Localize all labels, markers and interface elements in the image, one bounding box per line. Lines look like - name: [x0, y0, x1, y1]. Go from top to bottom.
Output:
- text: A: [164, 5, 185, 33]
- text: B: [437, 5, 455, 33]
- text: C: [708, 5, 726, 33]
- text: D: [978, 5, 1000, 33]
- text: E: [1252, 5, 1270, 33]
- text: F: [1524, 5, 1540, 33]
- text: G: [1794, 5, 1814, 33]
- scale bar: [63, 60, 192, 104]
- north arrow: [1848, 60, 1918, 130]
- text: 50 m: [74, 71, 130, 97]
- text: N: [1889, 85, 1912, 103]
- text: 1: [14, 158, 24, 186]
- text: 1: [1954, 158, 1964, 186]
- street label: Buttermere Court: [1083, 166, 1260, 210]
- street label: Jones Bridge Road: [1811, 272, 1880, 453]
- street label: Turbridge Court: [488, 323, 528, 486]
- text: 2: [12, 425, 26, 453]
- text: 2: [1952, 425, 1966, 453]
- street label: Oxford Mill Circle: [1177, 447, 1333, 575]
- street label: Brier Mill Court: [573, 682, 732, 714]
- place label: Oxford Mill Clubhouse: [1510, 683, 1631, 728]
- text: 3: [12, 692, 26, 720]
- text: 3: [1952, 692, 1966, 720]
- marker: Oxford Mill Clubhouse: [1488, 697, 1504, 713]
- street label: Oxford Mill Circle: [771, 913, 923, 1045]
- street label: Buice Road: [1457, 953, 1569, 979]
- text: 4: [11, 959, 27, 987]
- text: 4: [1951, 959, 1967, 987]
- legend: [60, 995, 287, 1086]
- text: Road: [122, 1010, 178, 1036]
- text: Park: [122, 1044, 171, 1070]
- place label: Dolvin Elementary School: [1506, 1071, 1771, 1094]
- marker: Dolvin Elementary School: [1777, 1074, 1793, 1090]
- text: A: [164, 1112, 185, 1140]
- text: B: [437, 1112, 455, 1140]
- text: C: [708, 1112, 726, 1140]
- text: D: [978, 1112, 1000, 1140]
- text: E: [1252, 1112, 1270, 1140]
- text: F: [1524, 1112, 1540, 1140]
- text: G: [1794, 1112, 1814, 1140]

→ Requirement:
When a line in the data contains the string "Mill", copy that line.

→ Output for this task:
- street label: Oxford Mill Circle: [1177, 447, 1333, 575]
- street label: Brier Mill Court: [573, 682, 732, 714]
- place label: Oxford Mill Clubhouse: [1510, 683, 1631, 728]
- marker: Oxford Mill Clubhouse: [1488, 697, 1504, 713]
- street label: Oxford Mill Circle: [771, 913, 923, 1045]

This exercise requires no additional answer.